▸ **REQUIRED WORK**
Below are records that hold pictures; write out only the lines from their start through the line with "filter:drop-shadow(2px 0 #67615b)", exactly, and drop the pictures.

= Beginning of Section =

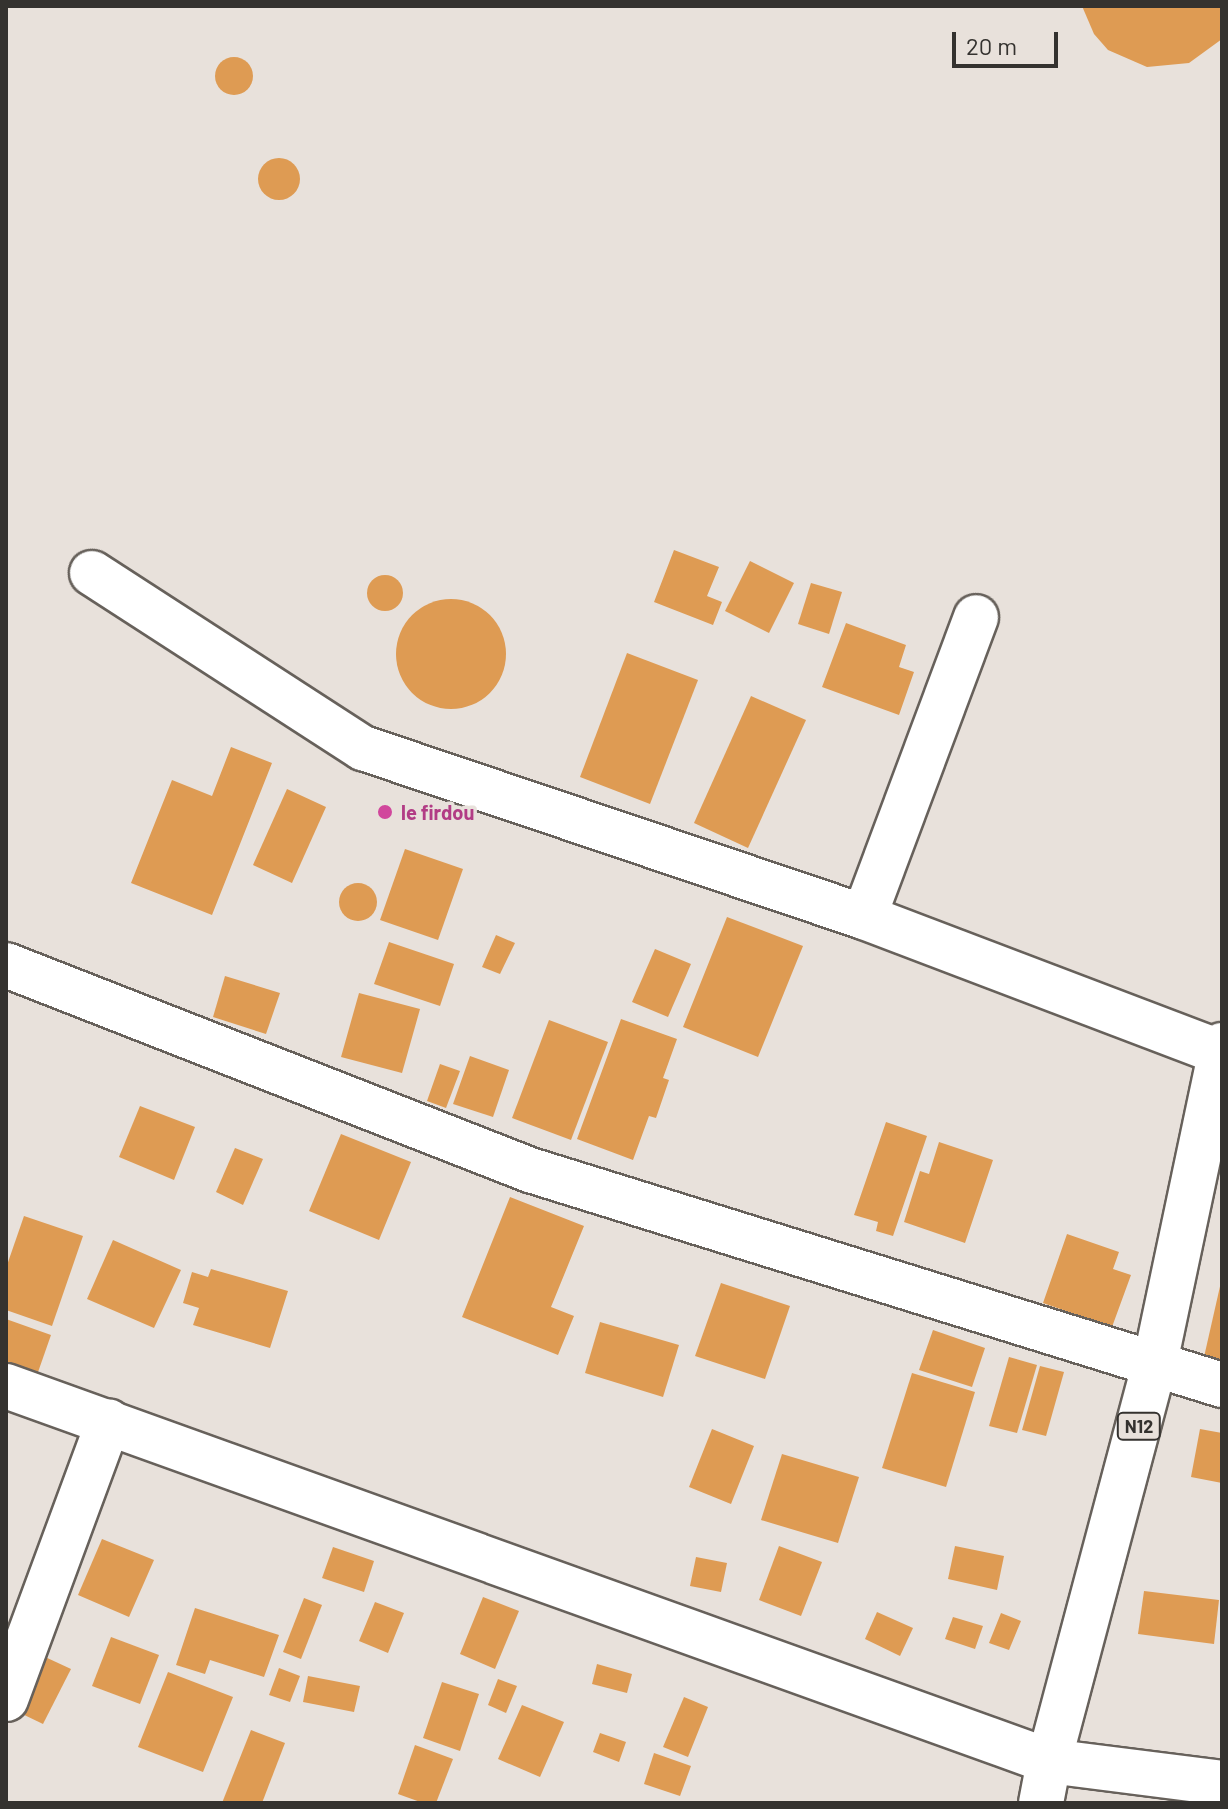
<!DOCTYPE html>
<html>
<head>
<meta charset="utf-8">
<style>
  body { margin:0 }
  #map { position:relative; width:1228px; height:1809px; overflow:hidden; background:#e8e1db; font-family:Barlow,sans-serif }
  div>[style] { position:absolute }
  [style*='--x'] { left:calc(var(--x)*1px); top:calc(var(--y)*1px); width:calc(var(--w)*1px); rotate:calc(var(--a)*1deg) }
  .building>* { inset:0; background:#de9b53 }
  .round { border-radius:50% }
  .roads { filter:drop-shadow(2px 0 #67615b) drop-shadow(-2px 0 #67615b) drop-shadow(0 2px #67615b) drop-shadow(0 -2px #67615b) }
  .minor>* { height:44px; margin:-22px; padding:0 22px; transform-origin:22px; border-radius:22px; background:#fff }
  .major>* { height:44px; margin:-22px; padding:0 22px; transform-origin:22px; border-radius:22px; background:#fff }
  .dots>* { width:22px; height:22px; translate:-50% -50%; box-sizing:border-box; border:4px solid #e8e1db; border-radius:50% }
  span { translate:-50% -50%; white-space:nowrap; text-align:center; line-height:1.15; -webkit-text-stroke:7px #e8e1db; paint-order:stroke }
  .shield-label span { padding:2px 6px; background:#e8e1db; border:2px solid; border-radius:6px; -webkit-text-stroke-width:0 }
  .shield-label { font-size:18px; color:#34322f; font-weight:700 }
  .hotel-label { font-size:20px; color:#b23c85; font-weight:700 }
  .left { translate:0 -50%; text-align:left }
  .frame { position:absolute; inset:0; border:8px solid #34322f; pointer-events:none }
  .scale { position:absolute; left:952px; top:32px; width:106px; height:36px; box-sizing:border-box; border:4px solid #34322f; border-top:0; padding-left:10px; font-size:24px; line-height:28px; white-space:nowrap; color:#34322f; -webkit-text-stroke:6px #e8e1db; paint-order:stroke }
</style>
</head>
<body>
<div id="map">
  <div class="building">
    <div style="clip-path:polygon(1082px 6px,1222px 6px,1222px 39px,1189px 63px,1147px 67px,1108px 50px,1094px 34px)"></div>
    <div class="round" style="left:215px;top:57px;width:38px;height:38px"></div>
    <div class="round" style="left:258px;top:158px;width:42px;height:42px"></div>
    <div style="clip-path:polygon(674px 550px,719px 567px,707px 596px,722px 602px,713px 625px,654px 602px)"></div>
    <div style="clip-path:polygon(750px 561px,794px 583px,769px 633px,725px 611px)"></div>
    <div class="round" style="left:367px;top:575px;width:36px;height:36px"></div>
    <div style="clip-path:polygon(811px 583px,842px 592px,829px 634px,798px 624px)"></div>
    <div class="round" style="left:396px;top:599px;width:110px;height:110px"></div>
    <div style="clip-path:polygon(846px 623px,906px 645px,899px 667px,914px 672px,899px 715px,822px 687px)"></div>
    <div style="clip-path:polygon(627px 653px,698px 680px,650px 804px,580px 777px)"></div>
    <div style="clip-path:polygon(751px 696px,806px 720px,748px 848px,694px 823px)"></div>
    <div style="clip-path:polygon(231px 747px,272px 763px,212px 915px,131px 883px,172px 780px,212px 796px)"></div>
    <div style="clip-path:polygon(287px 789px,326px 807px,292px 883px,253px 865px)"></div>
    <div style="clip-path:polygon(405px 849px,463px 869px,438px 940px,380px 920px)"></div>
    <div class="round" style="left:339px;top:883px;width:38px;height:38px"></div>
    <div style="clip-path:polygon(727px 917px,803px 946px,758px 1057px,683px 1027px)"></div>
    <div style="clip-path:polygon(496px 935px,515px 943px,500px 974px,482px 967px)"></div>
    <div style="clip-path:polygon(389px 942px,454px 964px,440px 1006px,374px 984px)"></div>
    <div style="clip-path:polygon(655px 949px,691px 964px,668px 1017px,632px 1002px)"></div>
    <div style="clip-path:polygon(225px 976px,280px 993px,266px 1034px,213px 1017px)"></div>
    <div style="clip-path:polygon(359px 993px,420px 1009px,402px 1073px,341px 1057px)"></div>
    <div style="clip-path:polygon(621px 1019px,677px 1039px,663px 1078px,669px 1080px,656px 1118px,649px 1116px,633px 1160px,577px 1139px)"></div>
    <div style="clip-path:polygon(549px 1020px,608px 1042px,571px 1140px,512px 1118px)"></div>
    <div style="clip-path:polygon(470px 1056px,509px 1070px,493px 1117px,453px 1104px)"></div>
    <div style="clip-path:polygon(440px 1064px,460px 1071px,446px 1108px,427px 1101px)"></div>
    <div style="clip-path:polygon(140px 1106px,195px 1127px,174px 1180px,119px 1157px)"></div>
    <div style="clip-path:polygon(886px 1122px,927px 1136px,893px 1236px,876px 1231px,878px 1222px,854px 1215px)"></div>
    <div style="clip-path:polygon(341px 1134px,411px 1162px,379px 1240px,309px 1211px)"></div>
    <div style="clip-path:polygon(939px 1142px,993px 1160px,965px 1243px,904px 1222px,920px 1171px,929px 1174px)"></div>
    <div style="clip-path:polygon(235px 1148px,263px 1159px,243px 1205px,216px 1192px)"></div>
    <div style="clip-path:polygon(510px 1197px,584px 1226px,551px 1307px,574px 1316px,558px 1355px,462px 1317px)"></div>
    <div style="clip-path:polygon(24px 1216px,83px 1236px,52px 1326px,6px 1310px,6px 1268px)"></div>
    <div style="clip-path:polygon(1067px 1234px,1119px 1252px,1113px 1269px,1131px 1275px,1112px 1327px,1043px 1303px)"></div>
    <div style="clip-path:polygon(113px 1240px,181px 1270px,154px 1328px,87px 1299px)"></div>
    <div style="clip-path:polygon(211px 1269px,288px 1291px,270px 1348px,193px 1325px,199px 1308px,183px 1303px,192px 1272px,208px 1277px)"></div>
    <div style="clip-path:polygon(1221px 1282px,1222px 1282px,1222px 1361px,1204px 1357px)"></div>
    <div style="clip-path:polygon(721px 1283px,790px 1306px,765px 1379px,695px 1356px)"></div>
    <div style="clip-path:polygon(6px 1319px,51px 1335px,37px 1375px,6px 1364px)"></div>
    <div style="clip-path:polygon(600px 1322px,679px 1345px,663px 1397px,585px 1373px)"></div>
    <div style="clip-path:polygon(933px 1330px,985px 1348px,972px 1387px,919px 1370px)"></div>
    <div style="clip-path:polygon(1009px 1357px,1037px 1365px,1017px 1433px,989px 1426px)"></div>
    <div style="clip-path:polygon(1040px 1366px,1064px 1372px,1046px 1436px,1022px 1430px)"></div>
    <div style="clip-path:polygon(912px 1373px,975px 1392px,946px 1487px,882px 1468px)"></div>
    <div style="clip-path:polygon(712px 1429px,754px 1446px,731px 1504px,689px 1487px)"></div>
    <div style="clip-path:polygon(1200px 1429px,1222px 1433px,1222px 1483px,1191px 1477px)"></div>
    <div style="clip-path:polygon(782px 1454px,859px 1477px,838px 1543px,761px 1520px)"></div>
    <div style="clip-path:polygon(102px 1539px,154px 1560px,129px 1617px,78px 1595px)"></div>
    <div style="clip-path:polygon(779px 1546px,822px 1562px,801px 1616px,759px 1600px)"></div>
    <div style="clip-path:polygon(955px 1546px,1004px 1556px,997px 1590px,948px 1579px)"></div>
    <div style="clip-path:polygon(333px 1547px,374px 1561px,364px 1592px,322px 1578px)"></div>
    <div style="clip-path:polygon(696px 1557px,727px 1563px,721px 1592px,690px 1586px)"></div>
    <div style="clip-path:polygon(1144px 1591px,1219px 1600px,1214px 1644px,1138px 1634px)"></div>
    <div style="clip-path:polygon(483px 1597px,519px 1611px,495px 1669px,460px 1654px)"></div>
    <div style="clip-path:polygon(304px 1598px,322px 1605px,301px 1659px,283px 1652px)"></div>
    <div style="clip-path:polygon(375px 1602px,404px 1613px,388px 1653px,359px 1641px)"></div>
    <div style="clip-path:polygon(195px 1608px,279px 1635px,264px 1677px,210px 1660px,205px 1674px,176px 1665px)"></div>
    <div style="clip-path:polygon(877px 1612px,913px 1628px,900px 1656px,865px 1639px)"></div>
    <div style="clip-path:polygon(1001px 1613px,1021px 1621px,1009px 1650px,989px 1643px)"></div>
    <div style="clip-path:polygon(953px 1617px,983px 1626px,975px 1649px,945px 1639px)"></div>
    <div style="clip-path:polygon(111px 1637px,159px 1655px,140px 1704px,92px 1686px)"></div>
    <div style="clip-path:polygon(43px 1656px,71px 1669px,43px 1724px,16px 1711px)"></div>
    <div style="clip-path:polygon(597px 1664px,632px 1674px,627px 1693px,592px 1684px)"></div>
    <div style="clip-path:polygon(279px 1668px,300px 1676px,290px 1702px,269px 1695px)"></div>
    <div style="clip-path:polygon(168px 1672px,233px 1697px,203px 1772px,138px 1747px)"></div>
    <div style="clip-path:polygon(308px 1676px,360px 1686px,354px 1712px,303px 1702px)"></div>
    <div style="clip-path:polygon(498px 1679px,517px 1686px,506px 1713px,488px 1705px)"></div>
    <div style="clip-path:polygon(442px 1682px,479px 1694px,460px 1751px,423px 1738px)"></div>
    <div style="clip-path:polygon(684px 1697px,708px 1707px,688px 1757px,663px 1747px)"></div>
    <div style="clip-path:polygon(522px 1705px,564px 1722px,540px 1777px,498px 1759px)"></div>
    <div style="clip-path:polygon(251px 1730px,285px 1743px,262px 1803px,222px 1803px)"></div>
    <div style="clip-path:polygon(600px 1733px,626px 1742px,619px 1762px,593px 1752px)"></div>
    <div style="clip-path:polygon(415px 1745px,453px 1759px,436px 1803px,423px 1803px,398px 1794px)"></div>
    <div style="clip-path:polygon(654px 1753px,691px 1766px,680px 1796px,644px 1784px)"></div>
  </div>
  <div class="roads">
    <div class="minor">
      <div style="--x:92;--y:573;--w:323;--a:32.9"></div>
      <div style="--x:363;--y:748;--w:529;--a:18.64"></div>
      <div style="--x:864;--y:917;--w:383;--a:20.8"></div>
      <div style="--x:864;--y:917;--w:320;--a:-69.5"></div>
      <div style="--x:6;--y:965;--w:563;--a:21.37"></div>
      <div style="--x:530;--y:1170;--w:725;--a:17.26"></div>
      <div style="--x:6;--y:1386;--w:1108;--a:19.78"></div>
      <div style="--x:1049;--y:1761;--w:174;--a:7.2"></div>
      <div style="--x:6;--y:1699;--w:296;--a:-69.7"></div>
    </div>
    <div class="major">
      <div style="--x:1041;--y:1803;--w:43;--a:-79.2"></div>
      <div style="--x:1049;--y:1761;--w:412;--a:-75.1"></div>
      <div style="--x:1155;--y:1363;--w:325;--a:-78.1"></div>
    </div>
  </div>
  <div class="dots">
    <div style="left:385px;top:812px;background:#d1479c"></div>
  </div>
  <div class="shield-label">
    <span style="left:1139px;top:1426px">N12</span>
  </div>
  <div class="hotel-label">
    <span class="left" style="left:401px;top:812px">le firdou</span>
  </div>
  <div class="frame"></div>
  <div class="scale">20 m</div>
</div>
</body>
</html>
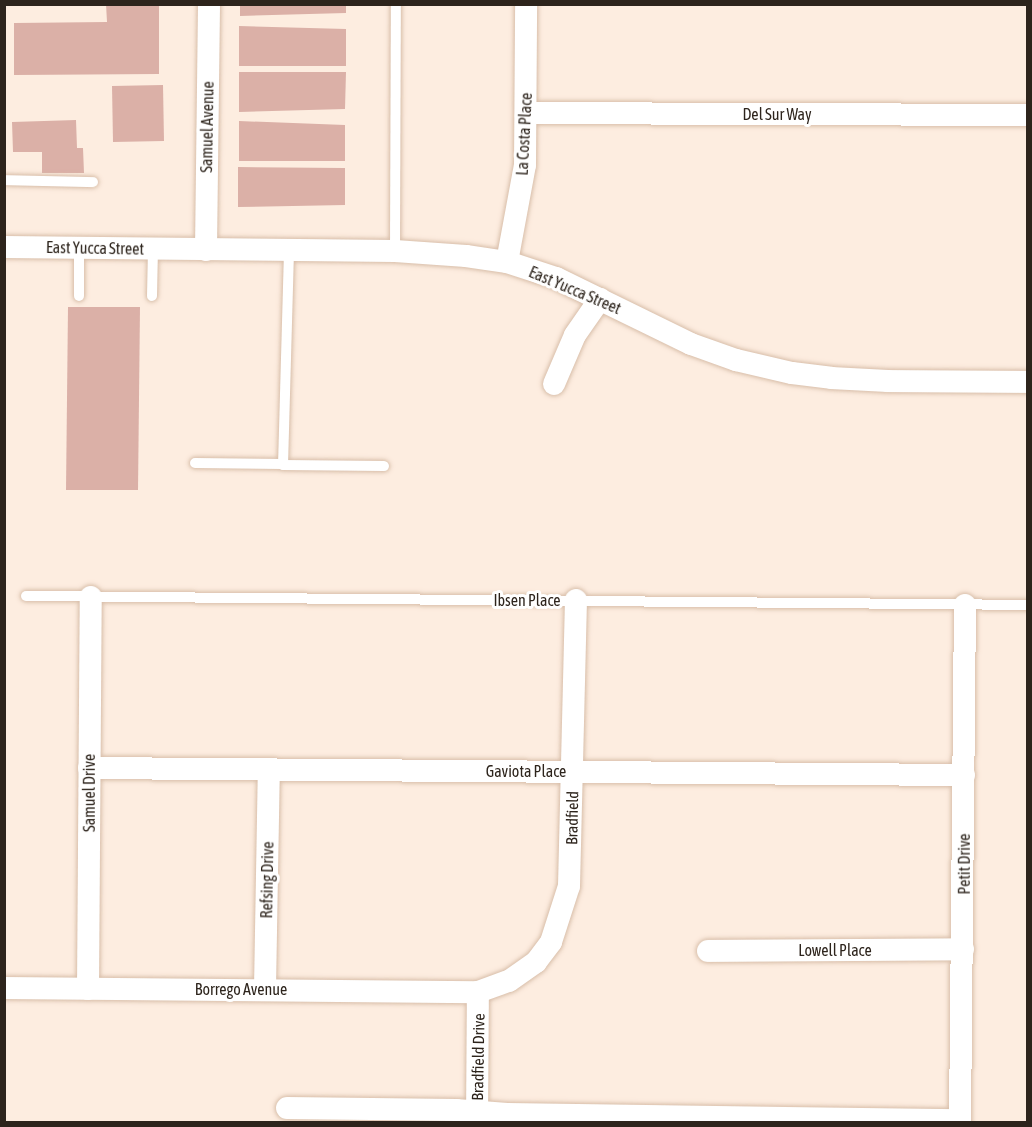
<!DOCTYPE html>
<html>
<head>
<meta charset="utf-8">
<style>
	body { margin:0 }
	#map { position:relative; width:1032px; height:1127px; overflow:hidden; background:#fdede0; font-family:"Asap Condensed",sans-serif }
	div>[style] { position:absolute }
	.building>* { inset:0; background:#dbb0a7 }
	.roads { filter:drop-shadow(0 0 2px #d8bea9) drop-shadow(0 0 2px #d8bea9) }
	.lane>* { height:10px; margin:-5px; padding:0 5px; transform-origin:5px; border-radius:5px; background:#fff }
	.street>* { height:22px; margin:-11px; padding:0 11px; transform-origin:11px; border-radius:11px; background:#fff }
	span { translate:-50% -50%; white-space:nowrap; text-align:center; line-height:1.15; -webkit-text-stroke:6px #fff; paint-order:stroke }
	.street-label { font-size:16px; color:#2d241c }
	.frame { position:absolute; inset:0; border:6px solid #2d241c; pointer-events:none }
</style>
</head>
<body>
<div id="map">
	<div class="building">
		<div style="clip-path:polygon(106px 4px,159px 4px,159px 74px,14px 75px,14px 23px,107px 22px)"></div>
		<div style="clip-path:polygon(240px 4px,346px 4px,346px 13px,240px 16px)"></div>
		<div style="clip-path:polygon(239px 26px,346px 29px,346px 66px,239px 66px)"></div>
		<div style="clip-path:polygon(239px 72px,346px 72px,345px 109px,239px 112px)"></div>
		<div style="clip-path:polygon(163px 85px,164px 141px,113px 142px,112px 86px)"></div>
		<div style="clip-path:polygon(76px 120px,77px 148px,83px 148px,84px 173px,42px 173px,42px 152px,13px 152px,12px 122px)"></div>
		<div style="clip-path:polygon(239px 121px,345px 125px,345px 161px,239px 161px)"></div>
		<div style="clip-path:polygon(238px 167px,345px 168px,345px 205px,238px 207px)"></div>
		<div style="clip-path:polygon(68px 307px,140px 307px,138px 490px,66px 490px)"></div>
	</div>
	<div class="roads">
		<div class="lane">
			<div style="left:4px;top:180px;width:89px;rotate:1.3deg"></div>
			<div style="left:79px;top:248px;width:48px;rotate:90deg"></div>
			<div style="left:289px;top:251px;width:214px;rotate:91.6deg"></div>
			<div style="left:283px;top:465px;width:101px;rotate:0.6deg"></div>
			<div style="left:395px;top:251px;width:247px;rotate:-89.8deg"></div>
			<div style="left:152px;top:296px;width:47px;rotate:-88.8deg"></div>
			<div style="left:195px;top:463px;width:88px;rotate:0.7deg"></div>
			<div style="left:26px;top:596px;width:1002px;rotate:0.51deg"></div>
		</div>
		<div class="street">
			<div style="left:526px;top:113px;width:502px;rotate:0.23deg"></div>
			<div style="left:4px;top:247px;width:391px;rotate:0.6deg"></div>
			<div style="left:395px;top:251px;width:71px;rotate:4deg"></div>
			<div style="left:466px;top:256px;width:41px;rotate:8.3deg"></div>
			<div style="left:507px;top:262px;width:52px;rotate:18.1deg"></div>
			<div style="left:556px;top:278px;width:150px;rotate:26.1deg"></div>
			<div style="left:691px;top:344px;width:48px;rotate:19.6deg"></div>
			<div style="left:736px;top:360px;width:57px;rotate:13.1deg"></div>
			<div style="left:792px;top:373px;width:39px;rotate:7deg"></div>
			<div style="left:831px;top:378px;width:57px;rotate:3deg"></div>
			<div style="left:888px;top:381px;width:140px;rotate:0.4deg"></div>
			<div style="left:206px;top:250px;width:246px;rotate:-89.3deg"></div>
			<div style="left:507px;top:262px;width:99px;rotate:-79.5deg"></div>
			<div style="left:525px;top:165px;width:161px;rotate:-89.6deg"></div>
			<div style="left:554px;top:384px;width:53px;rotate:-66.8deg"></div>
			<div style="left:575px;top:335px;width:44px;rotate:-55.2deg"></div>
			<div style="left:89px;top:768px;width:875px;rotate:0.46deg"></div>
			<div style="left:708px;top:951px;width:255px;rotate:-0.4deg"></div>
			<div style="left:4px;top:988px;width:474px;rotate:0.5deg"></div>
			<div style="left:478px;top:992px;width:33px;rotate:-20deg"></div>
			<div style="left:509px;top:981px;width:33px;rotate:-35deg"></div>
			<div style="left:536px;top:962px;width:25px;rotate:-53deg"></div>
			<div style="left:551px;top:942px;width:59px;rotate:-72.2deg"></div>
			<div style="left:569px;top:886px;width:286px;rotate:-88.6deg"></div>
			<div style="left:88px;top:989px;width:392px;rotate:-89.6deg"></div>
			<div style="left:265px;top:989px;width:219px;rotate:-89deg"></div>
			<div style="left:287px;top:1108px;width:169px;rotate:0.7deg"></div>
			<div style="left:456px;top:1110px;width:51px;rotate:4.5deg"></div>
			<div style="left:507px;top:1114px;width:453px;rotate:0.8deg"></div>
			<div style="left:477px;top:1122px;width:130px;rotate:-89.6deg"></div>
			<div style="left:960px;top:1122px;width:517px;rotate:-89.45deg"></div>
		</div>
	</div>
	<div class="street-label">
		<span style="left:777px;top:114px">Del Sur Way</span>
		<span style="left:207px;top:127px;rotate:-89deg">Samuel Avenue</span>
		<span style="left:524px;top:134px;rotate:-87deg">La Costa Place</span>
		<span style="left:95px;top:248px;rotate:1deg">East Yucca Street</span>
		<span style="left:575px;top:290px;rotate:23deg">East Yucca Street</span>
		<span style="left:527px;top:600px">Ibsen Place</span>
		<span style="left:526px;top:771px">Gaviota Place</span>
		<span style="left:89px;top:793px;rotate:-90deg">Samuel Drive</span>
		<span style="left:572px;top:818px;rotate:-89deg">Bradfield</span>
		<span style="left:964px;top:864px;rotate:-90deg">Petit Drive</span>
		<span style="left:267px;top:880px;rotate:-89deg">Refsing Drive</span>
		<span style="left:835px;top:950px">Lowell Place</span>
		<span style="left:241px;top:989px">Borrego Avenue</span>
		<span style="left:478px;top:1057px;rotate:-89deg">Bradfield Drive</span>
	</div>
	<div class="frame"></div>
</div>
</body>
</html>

= End of Section =

▸ **EXERCISE SOLUTION**
<!DOCTYPE html>
<html>
<head>
<meta charset="utf-8">
<style>
  body { margin:0 }
  #map { position:relative; width:1228px; height:1809px; overflow:hidden; background:#e8e1db; font-family:Barlow,sans-serif }
  div>[style] { position:absolute }
  [style*='--x'] { left:calc(var(--x)*1px); top:calc(var(--y)*1px); width:calc(var(--w)*1px); rotate:calc(var(--a)*1deg) }
  .building>* { inset:0; background:#de9b53 }
  .round { border-radius:50% }
  .roads { filter:drop-shadow(2px 0 #67615b) drop-shadow(-2px 0 #67615b) drop-shadow(0 2px #67615b) drop-shadow(0 -2px #67615b) }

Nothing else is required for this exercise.